• [WHAT THE TASK REQUIRES]
Could you return every record below exactly as it stands, leaving out the pictures?
○ ○ ○ ○ ○
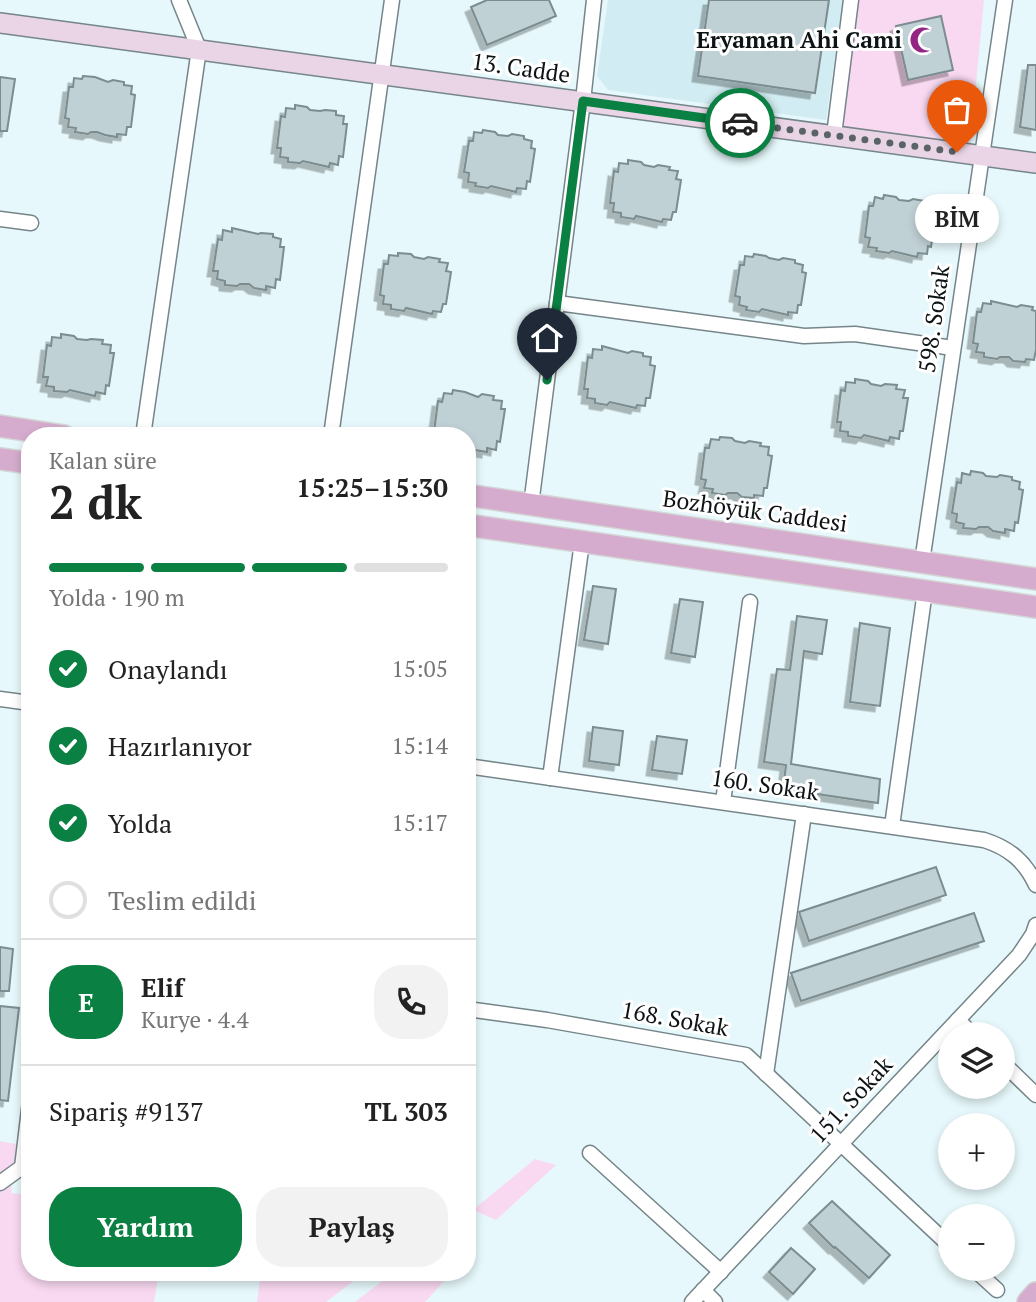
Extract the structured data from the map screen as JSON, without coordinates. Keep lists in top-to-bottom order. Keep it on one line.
{"streets":{"main road":["Bozhöyük Caddesi"],"street":["13. Cadde","598. Sokak","160. Sokak","168. Sokak","151. Sokak"]},"crossings":[["13. Cadde","598. Sokak"],["598. Sokak","Bozhöyük Caddesi"],["168. Sokak","151. Sokak"]],"places":{"mosque":["Eryaman Ahi Cami"],"other":["BİM"]},"page":{"bubble":"BİM","heading":["2 dk","Kalan süre","15:25–15:30"],"panel":["Elif","Kurye · 4.4","Sipariş #9137","TL 303"],"bar":"Yolda · 190 m","list":[["Onaylandı","15:05"],["Hazırlanıyor","15:14"],["Yolda","15:17"],"Teslim edildi"],"round":"E","map_buttons":["+","−"],"buttons":["Yardım","Paylaş"]}}
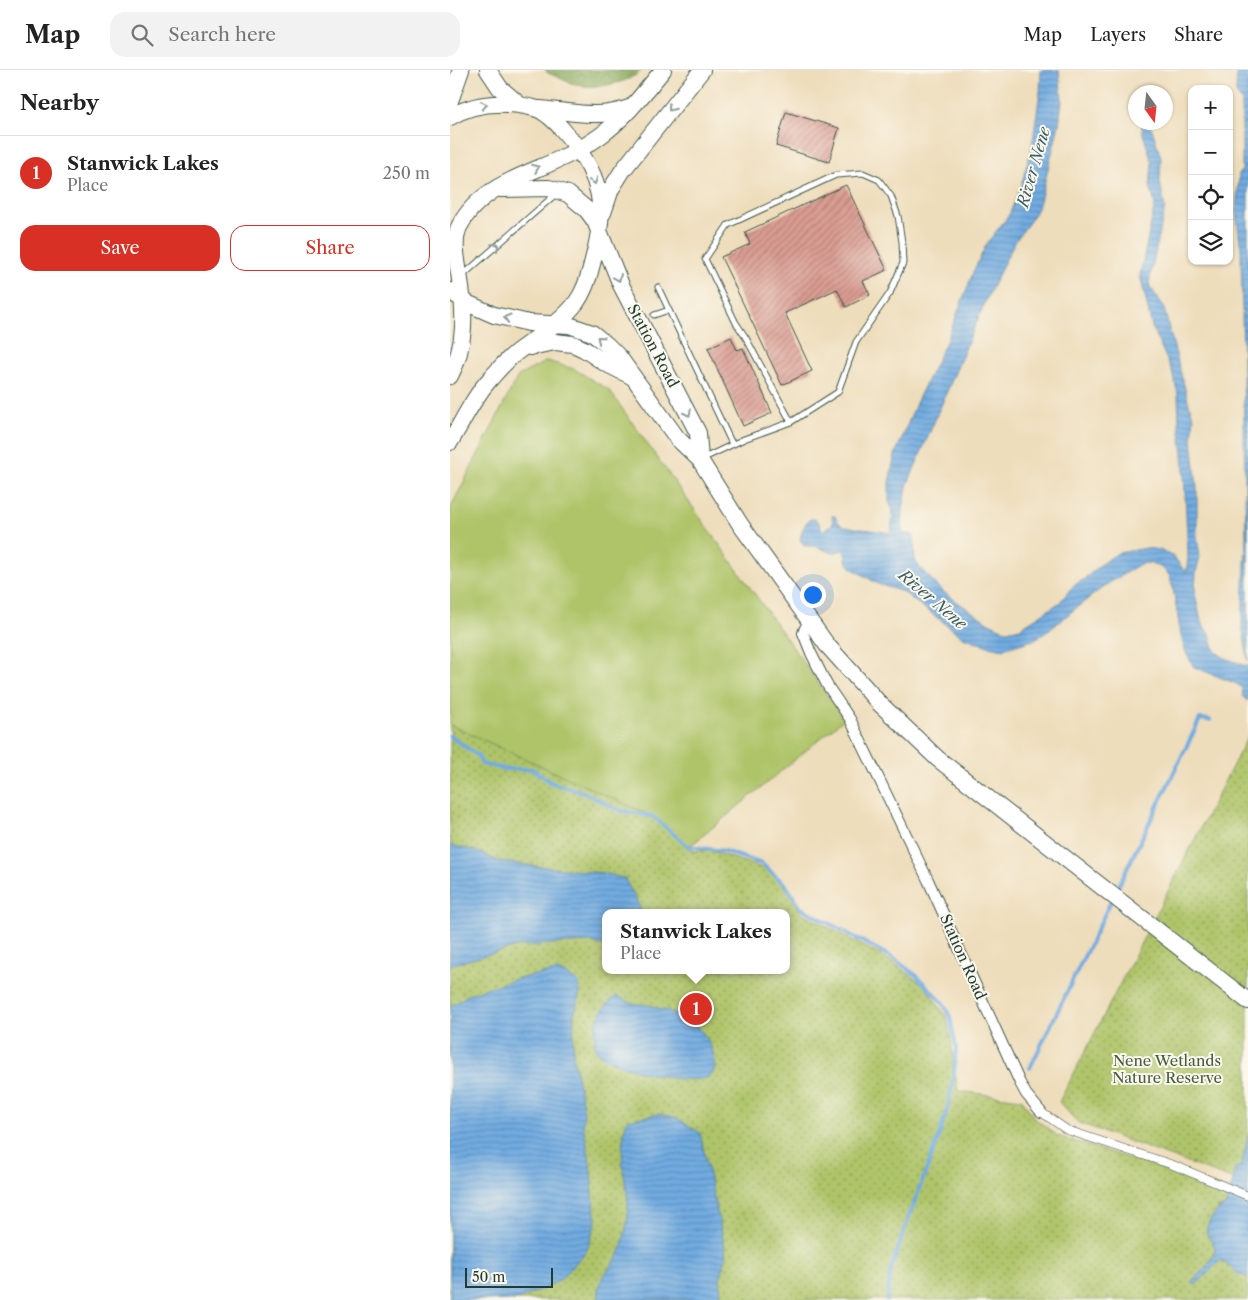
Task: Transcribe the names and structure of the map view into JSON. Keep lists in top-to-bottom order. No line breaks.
{"streets":{"main road":["Station Road"]},"water":["River Nene"],"parks":["Nene Wetlands Nature Reserve"],"scale_bar":"50 m","north":"bottom","page":{"header":"Map","search":"Search here","nav":["Map","Layers","Share"],"heading":"Nearby","map_buttons":["+","−"],"list":[{"mark":"1","name":"Stanwick Lakes","note":"Place","value":"250 m"}],"buttons":["Save","Share"],"popup":["Stanwick Lakes","Place"],"pins":"1","scale":"50 m"}}
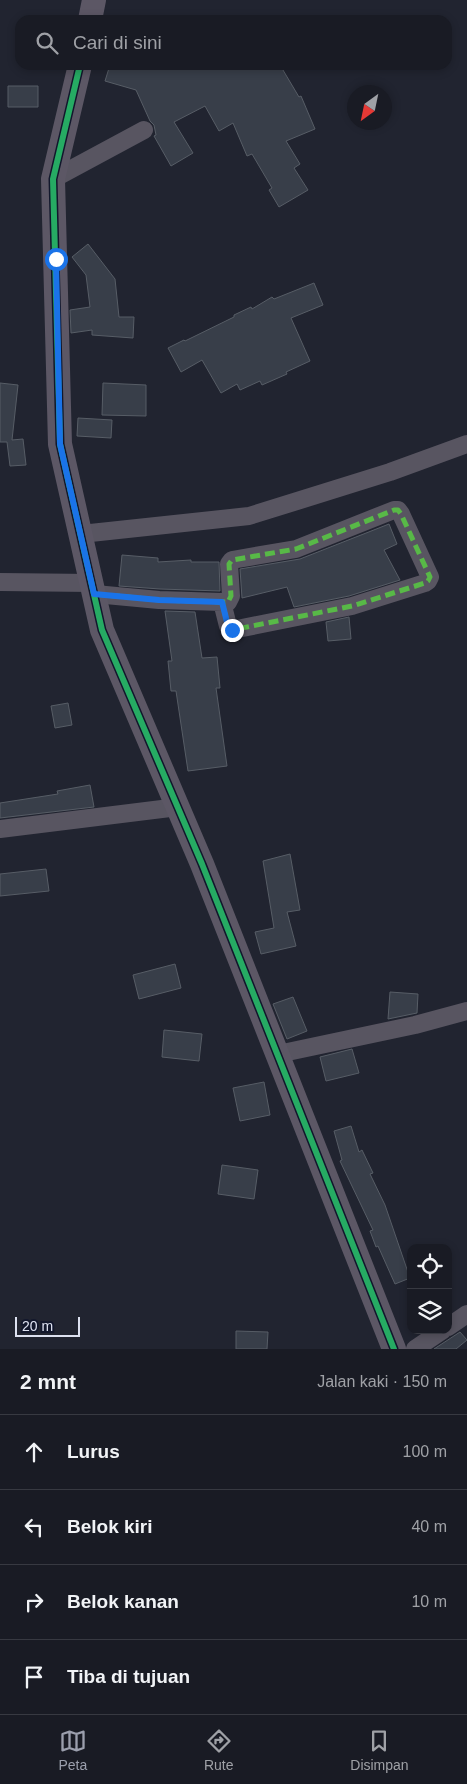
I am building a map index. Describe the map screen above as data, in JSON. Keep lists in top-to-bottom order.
{
  "scale_bar": "20 m",
  "north": "bottom left",
  "page": {
    "search": "Cari di sini",
    "scale": "20 m",
    "heading": ["2 mnt", "Jalan kaki · 150 m"],
    "list": [
      ["Lurus", "100 m"],
      ["Belok kiri", "40 m"],
      ["Belok kanan", "10 m"],
      "Tiba di tujuan"
    ],
    "nav": ["Peta", "Rute", "Disimpan"]
  }
}
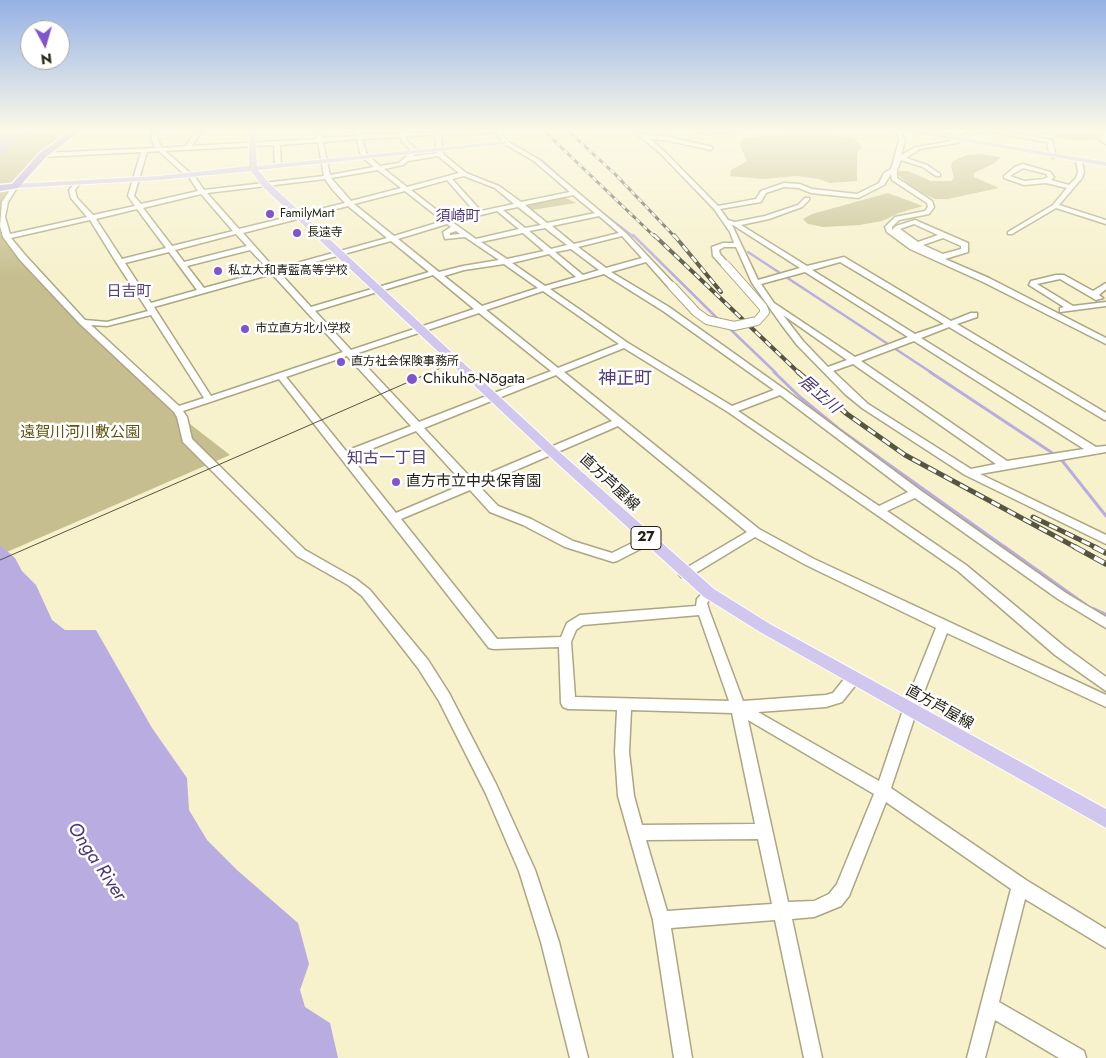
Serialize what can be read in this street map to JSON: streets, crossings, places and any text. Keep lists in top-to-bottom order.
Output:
{
  "streets": {
    "main road": ["直方芦屋線", "27"]
  },
  "districts": [
    "須崎町",
    "日吉町",
    "神正町",
    "知古一丁目"
  ],
  "water": ["居立川", "Onga River"],
  "parks": ["遠賀川河川敷公園"],
  "places": [
    "FamilyMart",
    "長遠寺",
    "私立大和青藍高等学校",
    "市立直方北小学校",
    "直方社会保険事務所",
    "Chikuhō-Nōgata",
    "直方市立中央保育園"
  ],
  "north": "bottom"
}
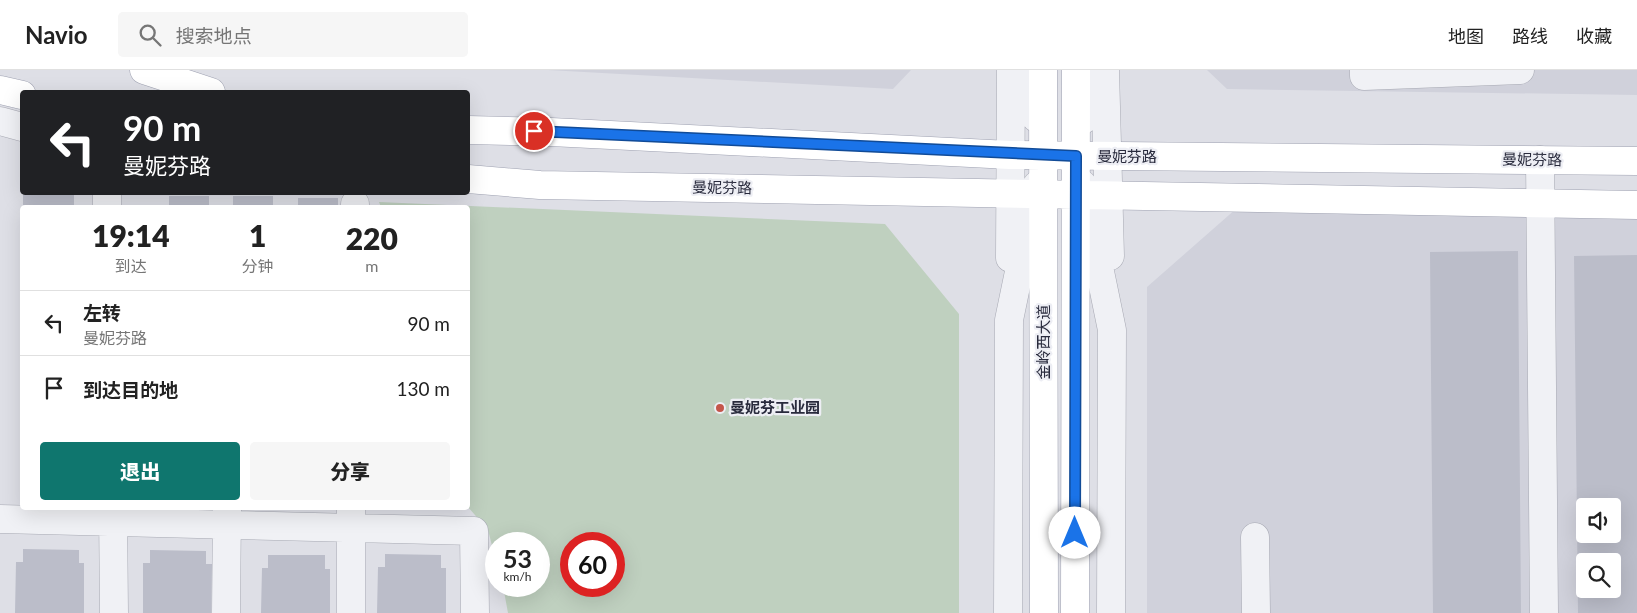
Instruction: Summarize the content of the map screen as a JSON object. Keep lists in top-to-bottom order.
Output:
{
  "streets": {
    "main road": ["曼妮芬路", "金岭西大道"]
  },
  "crossings": [
    ["曼妮芬路", "金岭西大道"]
  ],
  "places": ["曼妮芬工业园"],
  "page": {
    "header": "Navio",
    "search": "搜索地点",
    "nav": ["地图", "路线", "收藏"],
    "turn": ["90 m", "曼妮芬路"],
    "eta": [
      "19:14",
      "到达",
      "1",
      "分钟",
      "220",
      "m"
    ],
    "list": [
      {
        "name": "左转",
        "note": "曼妮芬路",
        "value": "90 m"
      },
      {
        "name": "到达目的地",
        "value": "130 m"
      }
    ],
    "buttons": ["退出", "分享"],
    "speed": "53 km/h",
    "limit": "60"
  }
}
○ ○ ○ ○ ○
• [RESULT FOR THIS TASK]
Extract the structured data from the map screen as JSON, without coordinates. Keep lists in top-to-bottom order. Keep it on one line.
{"streets":{"main road":["Bozhöyük Caddesi"],"street":["13. Cadde","598. Sokak","160. Sokak","168. Sokak","151. Sokak"]},"crossings":[["13. Cadde","598. Sokak"],["598. Sokak","Bozhöyük Caddesi"],["168. Sokak","151. Sokak"]],"places":{"mosque":["Eryaman Ahi Cami"],"other":["BİM"]},"page":{"bubble":"BİM","heading":["2 dk","Kalan süre","15:25–15:30"],"panel":["Elif","Kurye · 4.4","Sipariş #9137","TL 303"],"bar":"Yolda · 190 m","list":[["Onaylandı","15:05"],["Hazırlanıyor","15:14"],["Yolda","15:17"],"Teslim edildi"],"round":"E","map_buttons":["+","−"],"buttons":["Yardım","Paylaş"]}}
Task: Transcribe the names and structure of the map view into JSON. Keep lists in top-to-bottom order. No line breaks.
{"streets":{"main road":["Station Road"]},"water":["River Nene"],"parks":["Nene Wetlands Nature Reserve"],"scale_bar":"50 m","north":"bottom","page":{"header":"Map","search":"Search here","nav":["Map","Layers","Share"],"heading":"Nearby","map_buttons":["+","−"],"list":[{"mark":"1","name":"Stanwick Lakes","note":"Place","value":"250 m"}],"buttons":["Save","Share"],"popup":["Stanwick Lakes","Place"],"pins":"1","scale":"50 m"}}
I am building a map index. Describe the map screen above as data, in JSON. Keep lists in top-to-bottom order.
{
  "scale_bar": "20 m",
  "north": "bottom left",
  "page": {
    "search": "Cari di sini",
    "scale": "20 m",
    "heading": ["2 mnt", "Jalan kaki · 150 m"],
    "list": [
      ["Lurus", "100 m"],
      ["Belok kiri", "40 m"],
      ["Belok kanan", "10 m"],
      "Tiba di tujuan"
    ],
    "nav": ["Peta", "Rute", "Disimpan"]
  }
}
Serialize what can be read in this street map to JSON: streets, crossings, places and any text. Keep lists in top-to-bottom order.
Output:
{
  "streets": {
    "main road": ["直方芦屋線", "27"]
  },
  "districts": [
    "須崎町",
    "日吉町",
    "神正町",
    "知古一丁目"
  ],
  "water": ["居立川", "Onga River"],
  "parks": ["遠賀川河川敷公園"],
  "places": [
    "FamilyMart",
    "長遠寺",
    "私立大和青藍高等学校",
    "市立直方北小学校",
    "直方社会保険事務所",
    "Chikuhō-Nōgata",
    "直方市立中央保育園"
  ],
  "north": "bottom"
}
Instruction: Summarize the content of the map screen as a JSON object. Keep lists in top-to-bottom order.
Output:
{
  "streets": {
    "main road": ["曼妮芬路", "金岭西大道"]
  },
  "crossings": [
    ["曼妮芬路", "金岭西大道"]
  ],
  "places": ["曼妮芬工业园"],
  "page": {
    "header": "Navio",
    "search": "搜索地点",
    "nav": ["地图", "路线", "收藏"],
    "turn": ["90 m", "曼妮芬路"],
    "eta": [
      "19:14",
      "到达",
      "1",
      "分钟",
      "220",
      "m"
    ],
    "list": [
      {
        "name": "左转",
        "note": "曼妮芬路",
        "value": "90 m"
      },
      {
        "name": "到达目的地",
        "value": "130 m"
      }
    ],
    "buttons": ["退出", "分享"],
    "speed": "53 km/h",
    "limit": "60"
  }
}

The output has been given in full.